■ TO DO
In the entries below, every line with the string "Bulyovszky" is to be reported.

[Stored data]

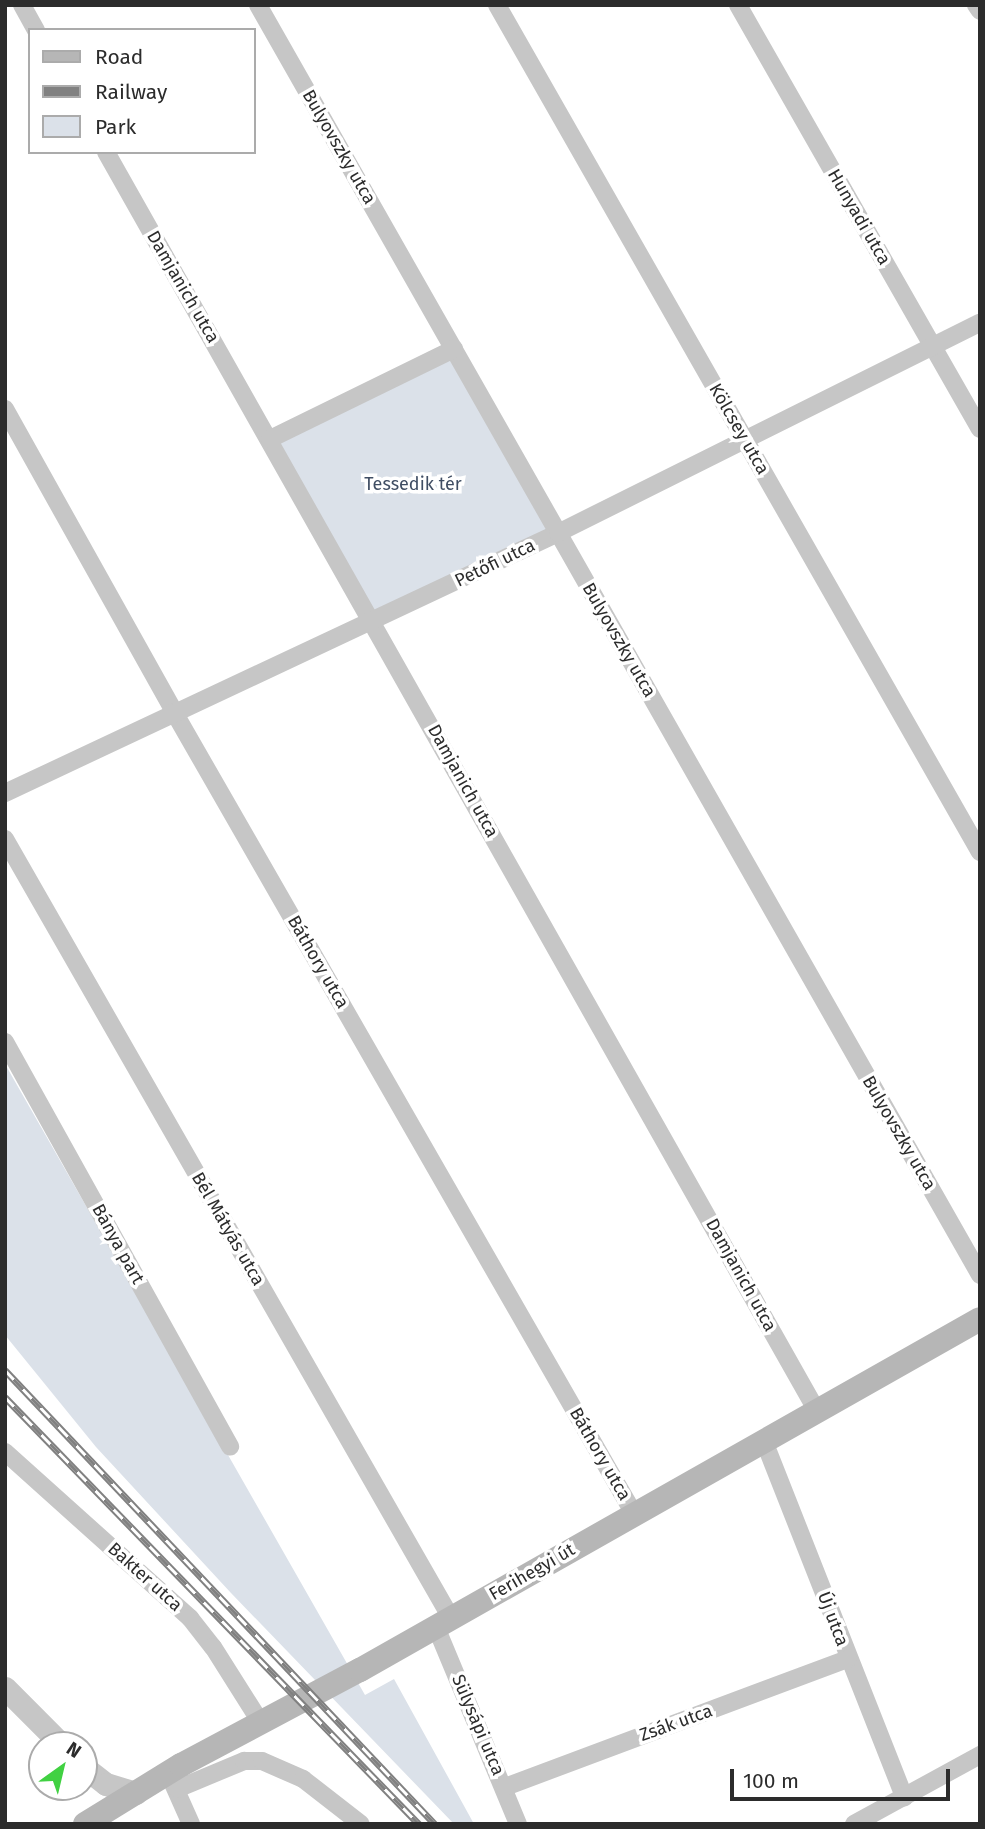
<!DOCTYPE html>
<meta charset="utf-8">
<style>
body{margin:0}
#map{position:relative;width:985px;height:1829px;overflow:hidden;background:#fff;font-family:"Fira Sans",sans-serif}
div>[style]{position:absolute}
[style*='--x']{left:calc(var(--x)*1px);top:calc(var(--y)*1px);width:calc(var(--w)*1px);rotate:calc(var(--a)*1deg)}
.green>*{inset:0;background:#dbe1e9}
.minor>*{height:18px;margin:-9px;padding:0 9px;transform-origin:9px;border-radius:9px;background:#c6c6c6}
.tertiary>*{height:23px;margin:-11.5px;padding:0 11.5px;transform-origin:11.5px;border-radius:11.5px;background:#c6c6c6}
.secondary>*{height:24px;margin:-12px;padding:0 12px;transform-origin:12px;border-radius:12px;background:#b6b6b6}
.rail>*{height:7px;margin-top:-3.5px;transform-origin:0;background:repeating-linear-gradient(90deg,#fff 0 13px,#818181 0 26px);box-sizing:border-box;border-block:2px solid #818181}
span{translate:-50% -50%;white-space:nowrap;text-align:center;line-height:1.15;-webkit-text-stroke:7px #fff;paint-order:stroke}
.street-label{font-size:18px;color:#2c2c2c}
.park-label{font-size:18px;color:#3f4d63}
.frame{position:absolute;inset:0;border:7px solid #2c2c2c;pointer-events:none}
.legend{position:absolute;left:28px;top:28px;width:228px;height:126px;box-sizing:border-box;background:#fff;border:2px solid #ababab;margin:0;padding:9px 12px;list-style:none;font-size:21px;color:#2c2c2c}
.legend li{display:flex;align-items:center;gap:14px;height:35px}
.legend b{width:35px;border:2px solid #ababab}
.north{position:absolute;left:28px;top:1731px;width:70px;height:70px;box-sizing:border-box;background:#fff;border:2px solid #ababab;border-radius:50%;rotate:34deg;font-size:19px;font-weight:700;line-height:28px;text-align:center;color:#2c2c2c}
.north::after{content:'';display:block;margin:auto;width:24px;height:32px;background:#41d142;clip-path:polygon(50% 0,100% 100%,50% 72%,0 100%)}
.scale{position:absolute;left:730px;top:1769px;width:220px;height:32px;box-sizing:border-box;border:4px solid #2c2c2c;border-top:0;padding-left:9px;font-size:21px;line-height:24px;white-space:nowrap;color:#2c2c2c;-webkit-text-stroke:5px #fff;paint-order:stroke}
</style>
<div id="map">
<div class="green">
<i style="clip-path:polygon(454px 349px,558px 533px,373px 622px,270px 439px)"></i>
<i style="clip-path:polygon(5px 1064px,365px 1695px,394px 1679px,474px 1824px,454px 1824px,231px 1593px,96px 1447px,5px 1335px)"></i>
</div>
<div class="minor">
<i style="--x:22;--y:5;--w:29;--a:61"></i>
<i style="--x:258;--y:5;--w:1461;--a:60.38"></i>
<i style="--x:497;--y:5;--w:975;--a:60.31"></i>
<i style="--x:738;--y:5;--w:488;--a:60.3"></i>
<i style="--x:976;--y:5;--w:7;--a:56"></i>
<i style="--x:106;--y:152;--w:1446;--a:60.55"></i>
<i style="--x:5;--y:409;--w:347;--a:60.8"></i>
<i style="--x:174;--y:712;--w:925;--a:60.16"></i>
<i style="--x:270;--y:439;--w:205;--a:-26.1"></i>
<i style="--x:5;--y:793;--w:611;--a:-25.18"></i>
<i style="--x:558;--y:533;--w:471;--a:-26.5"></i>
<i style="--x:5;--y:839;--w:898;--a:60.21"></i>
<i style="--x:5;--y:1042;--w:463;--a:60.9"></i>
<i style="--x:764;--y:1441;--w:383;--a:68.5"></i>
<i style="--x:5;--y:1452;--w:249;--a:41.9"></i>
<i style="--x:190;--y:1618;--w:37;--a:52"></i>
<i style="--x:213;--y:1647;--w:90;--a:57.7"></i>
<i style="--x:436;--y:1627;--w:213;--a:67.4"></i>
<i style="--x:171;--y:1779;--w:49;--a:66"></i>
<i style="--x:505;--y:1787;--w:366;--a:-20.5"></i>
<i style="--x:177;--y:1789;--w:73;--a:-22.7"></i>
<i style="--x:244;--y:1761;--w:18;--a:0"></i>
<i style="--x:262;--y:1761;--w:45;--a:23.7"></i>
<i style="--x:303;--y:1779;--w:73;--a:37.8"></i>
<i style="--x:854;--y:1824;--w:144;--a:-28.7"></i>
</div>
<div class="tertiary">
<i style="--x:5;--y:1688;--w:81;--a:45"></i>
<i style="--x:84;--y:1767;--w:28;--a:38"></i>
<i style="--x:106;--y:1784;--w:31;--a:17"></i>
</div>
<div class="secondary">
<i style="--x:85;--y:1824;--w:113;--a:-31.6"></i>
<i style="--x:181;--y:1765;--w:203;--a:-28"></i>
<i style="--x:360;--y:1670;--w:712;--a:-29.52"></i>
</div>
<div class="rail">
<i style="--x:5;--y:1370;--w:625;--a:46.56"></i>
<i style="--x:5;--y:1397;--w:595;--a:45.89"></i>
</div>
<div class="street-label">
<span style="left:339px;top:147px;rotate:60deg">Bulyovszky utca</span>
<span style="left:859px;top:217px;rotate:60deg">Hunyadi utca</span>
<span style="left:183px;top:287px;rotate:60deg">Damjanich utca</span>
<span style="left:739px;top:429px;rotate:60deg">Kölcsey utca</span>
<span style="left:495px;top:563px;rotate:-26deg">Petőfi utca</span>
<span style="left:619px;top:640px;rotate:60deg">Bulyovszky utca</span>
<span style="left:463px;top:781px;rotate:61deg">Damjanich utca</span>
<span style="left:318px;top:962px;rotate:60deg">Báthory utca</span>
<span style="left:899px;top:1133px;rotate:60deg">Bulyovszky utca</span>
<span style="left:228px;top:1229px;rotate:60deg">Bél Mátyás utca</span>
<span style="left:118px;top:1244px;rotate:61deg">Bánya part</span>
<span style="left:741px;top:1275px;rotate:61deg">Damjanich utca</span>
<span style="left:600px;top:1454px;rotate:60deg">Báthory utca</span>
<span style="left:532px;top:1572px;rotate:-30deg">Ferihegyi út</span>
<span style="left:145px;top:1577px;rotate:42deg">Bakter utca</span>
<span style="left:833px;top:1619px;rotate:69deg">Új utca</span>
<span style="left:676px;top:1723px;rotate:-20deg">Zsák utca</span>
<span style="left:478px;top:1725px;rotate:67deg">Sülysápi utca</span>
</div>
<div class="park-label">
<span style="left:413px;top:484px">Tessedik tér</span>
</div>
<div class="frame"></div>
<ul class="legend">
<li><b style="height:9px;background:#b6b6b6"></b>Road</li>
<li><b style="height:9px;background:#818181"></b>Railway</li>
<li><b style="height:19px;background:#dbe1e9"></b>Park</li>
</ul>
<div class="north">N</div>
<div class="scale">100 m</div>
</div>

■ ANSWER BOX
<span style="left:339px;top:147px;rotate:60deg">Bulyovszky utca</span>
<span style="left:619px;top:640px;rotate:60deg">Bulyovszky utca</span>
<span style="left:899px;top:1133px;rotate:60deg">Bulyovszky utca</span>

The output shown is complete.